Migrating a Node.js app database from MongoDB to PostgreSQL
Recently I worked on a web app designed for tracking, editing, and reporting on archaeological survey data. When I joined the project, it used React on the front-end, Node.js on the back-end, GraphQL as the API interface, and MongoDB as the database. For the most part, this architecture and choice of technology worked well, and I was quickly able to make meaningful contributions to the app both in the user interface and in the backend. However, after a while, things started to get difficult and we began to consider why we were using MongoDB, and what might be better.
MongoDB vs. PostgreSQL
First, why was MongoDB difficult to use in our case? The biggest difficulty was using their query language for certain aspects of our database. Part of the database involved representing artifacts found at a site using a specific type hierarchy defined by the state government. Representing that hierarchy within Mongo was difficult, and querying it even more so. It was hard to find how to query a recursive structure using the MongoDB query language.
As I worked on this, scouring the documentation and Q&A websites to find ways to query this data efficiently, I began to realize that it was a problem that could be easily solved with PostgreSQL’s recursive queries.

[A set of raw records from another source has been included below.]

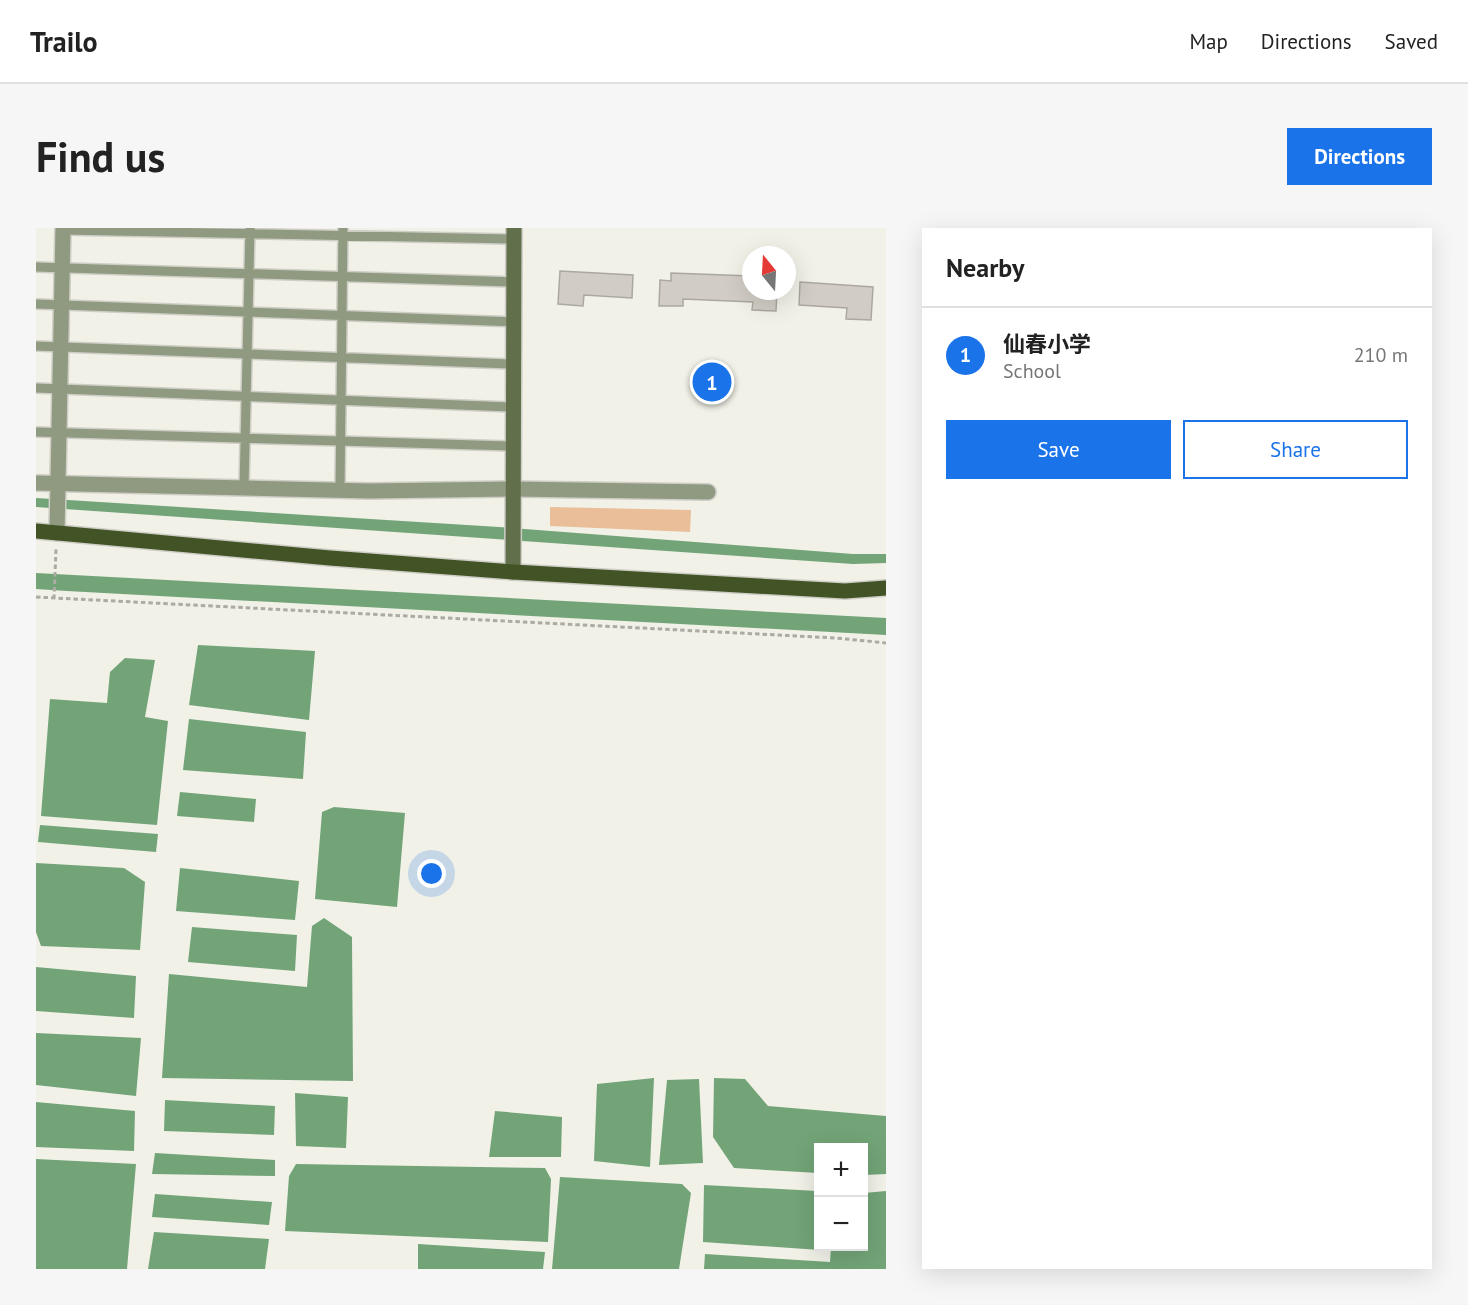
<!DOCTYPE html>
<html lang="en">
<head>
<meta charset="utf-8">
<style>
	body { margin:0; font-family:"PT Sans","Noto Sans SC",sans-serif; background:#f6f6f6; color:#222 }
	.controls { position:absolute; right:18px; bottom:18px; display:grid; overflow:hidden; border-radius:0px; box-shadow:0 6px 24px #0002 }
	.controls button { width:54px; height:54px; display:grid; place-items:center; padding:0; border:0; border-bottom:2px solid #e0e0e0; background:#fff; color:#222; font:30px sans-serif }
	.compass { position:absolute; left:706px; top:18px; width:54px; height:54px; border-radius:50%; background:#fff; box-shadow:0 6px 24px #0002; rotate:342deg }
	.you { position:absolute; left:396px; top:646px; width:21px; height:21px; margin:-15px; border:4px solid #fff; border-radius:50%; background:#1a73e8; box-shadow:0 0 0 9px #1a73e833 }
	.badge { display:grid; place-items:center; width:39px; height:39px; border-radius:50%; background:#1a73e8; color:#fff; font-size:20px; font-weight:700 }
	.pin { position:absolute; translate:-50% -50%; border:3px solid #fff; box-shadow:0 2px 6px #0006 }
	.list { margin:0; padding:0; list-style:none }
	h2 { display:flex; justify-content:space-between; align-items:center; height:78px; margin:0; padding:0 24px; font-size:26px }
	h2 small { font-size:20px; font-weight:400; color:#767676 }
	.list li { display:grid; grid-template-columns:39px 1fr auto; gap:18px; align-items:center; box-sizing:border-box; height:96px; padding:0 24px; border-top:2px solid #e0e0e0 }
	.list b { display:block; font-size:22px; white-space:nowrap }
	.list p { margin:0; font-size:20px; white-space:nowrap; color:#767676 }
	.list em { font-size:20px; font-style:normal; color:#767676 }
	.actions { display:flex; gap:12px; padding:18px 24px }
	.actions a { flex:1; padding:14px 0; border:2px solid #1a73e8; border-radius:0px; text-align:center; font-size:21px; color:#1a73e8 }
	.actions .main { background:#1a73e8; color:#fff }
	.map { position:relative; flex:none; width:850px; height:1041px; overflow:hidden; border-radius:0px }
	header { display:flex; align-items:center; gap:36px; box-sizing:border-box; height:84px; padding:0 30px; background:#fff; border-bottom:2px solid #e0e0e0 }
	header strong { font-size:28px }
	nav { display:flex; gap:33px; margin-inline-start:auto; font-size:21px }
	.intro { display:flex; align-items:center; justify-content:space-between; box-sizing:border-box; height:144px; padding:0 36px }
	h1 { margin:0; font-size:42px }
	.button { padding:15px 27px; border-radius:0px; background:#1a73e8; color:#fff; font-size:21px; font-weight:700 }
	main { display:flex; gap:36px; padding:0 36px }
	aside { flex:1; background:#fff; border-radius:0px; box-shadow:0 6px 24px #0002 }
	.map>svg:first-child { display:block }
	.green { fill:#e9be98 }
	.water { fill:#72a477 }
	.building { fill:#d1cdc5; stroke:#aca8a1; stroke-width:1.5 }
	.lines { fill:none; stroke-linecap:round; stroke-linejoin:round }
	.lane-casing { stroke:#cecec6; stroke-width:12 }
	.street-casing { stroke:#cecec6; stroke-width:18 }
	.secondary-casing { stroke:#cecec6; stroke-width:18 }
	.primary-casing { stroke:#cecec6; stroke-width:18 }
	.path { stroke:#ababa4; stroke-width:3; stroke-dasharray:4.5 3; stroke-linecap:butt }
	.lane { stroke:#8f9a80; stroke-width:9 }
	.street { stroke:#8f9a80; stroke-width:15 }
	.secondary { stroke:#61704b; stroke-width:15 }
	.primary { stroke:#425325; stroke-width:15 }
</style>
</head>
<body>
<header>
<strong>Trailo</strong>
<nav><a>Map</a><a>Directions</a><a>Saved</a></nav>
</header>
<div class="intro"><h1>Find us</h1><a class="button">Directions</a></div>
<main>
<div class="map">
<svg width="850" height="1041" viewBox="0 0 850 1041">
	<rect width="100%" height="100%" fill="#f1f1e8"/>
	<!-- green -->
	<path class="green" d="M514 279 655 282 654 304 514 298Z"/>
	<!-- water -->
	<path class="water" d="M0 270 463 299 817 326H850V335L817 336 0 279Z
		M0 345 850 390V407L31 363 0 361Z
		M162 417 279 423 273 492 153 477Z
		M89 430 119 432 109 489 132 493 121 597 5 588 14 471 71 475 74 444Z
		M153 491 270 504 267 551 147 542Z
		M144 564 220 571 218 594 141 588Z
		M298 579 369 585 361 679 279 671 286 584Z
		M4 597 122 606 120 624 2 614Z
		M0 635 88 640 109 654 104 722 5 718 0 704Z
		M144 640 263 653 259 692 140 683Z
		M288 690 316 709 317 853 126 850 133 746 271 759 276 698Z
		M156 699 261 707 259 743 152 734Z
		M0 739 100 748 98 790 0 783Z
		M0 805 105 810 100 868 0 857Z
		M618 850 614 939 558 933 561 856Z
		M678 850 709 851 732 878 850 888V946L828 947V920H782V945L698 940 677 909Z
		M663 851 667 935 623 937 631 852Z
		M259 865 312 869 310 920 260 918Z
		M129 872 239 878 238 907 128 903Z
		M0 874 99 883 98 923 0 919Z
		M459 883 526 889 525 929H453Z
		M119 925 239 932V948L116 946Z
		M0 931 100 936 91 1041H0Z
		M260 936 509 940 515 951 512 1014 249 1003 253 948Z
		M524 949 646 956 655 965 643 1041H516Z
		M668 957 781 963 782 1018 785 1019 784 1022 667 1014Z
		M850 963V1041H668L669 1026 794 1034 795 1019 828 1018V965Z
		M119 966 236 974 233 997 116 989Z
		M118 1004 233 1011 229 1041H112Z
		M382 1016 509 1024 507 1041H382Z"/>
	<!-- building -->
	<path class="building" d="M524 43 597 47 596 70 548 67 547 78 522 76Z
		M635 45 715 48V63H741L740 83 716 82 717 74 647 71V78H623L624 52 635 53Z
		M764 54 837 59 835 92 810 91 811 80 763 77Z"/>
	<g class="lines">
		<defs>
			<path id="lane" d="M27 2 478 11
				M0 39 478 54
				M0 76 478 94
				M0 118 477 136
				M0 160 477 179
				M0 204 476 218
				M208 260 214 1
				M304 262 307 0"/>
			<path id="street" d="M0 255 333 263 477 261 672 264
				M21 305 27 0"/>
			<path id="secondary" d="M477 344 478 0"/>
			<path id="primary" d="M0 303 294 330 477 344 809 363 850 360"/>
		</defs>
		<!-- lane casing -->
		<use href="#lane" class="lane-casing"/>
		<!-- street casing -->
		<use href="#street" class="street-casing"/>
		<!-- secondary casing -->
		<use href="#secondary" class="secondary-casing"/>
		<!-- primary casing -->
		<use href="#primary" class="primary-casing"/>
		<!-- path -->
		<path class="path" d="M0 369 800 410 850 415
			M18 371 20 321"/>
		<!-- lane -->
		<use href="#lane" class="lane"/>
		<!-- street -->
		<use href="#street" class="street"/>
		<!-- secondary -->
		<use href="#secondary" class="secondary"/>
		<!-- primary -->
		<use href="#primary" class="primary"/>
	</g>
</svg>
<div class="controls">
<button>+</button>
<button>−</button>
</div>
<svg class="compass" viewBox="-18 -18 36 36"><path d="M0-13l5 13h-10z" fill="#e53935"/><path d="M0 13l5-13h-10z" fill="#767676"/></svg>
<div class="you"></div>
<div class="pin badge" style="left:676px;top:154px">1</div>
</div>
<aside>
<h2>Nearby<small></small></h2>
<ul class="list">
<li><span class="badge">1</span><div><b>仙春小学</b><p>School</p></div><em>210 m</em></li>
</ul>
<div class="actions"><a class="main">Save</a><a>Share</a></div>
</aside>
</main>
</body>
</html>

Now, a single recursive table isn’t really a good reason to completely switch the database used by an application, but it got us thinking: Why were we using MongoDB? What benefits was it offering?
I found a relevant article published on the official MongoDB website entitled Comparing MongoDB vs PostgreSQL. That article is generally very positive in its portrayal of PostgreSQL, so I was interested to hear what they had to say for themselves. Here are some of the main points in favor of MongoDB that the article discusses:
- MongoDB is horizontally scalable by default: This seems cool, but we were working on a new app that was not expected to need to scale much, and a single PostgreSQL instance has been shown to scale more than enough for our anticipated needs.
- MongoDB supports fancy new serverless and mobile paradigms: Again, cool, but this was a fairly small-scale project using a pretty normal Linux/Node.js stack. No need for serverless support.
- MongoDB’s document structure makes it easy for developers to change the structure of data on the fly: While this can certainly be nice, it can also bring its own issues. If data is expected to fit a certain structure and one developer changes that structure, this will likely cause problems for other developers whether or not there is a schema. Additionally, our project had a small team of 1-3 developers working on it and changing the schema as needed just wasn’t a problem.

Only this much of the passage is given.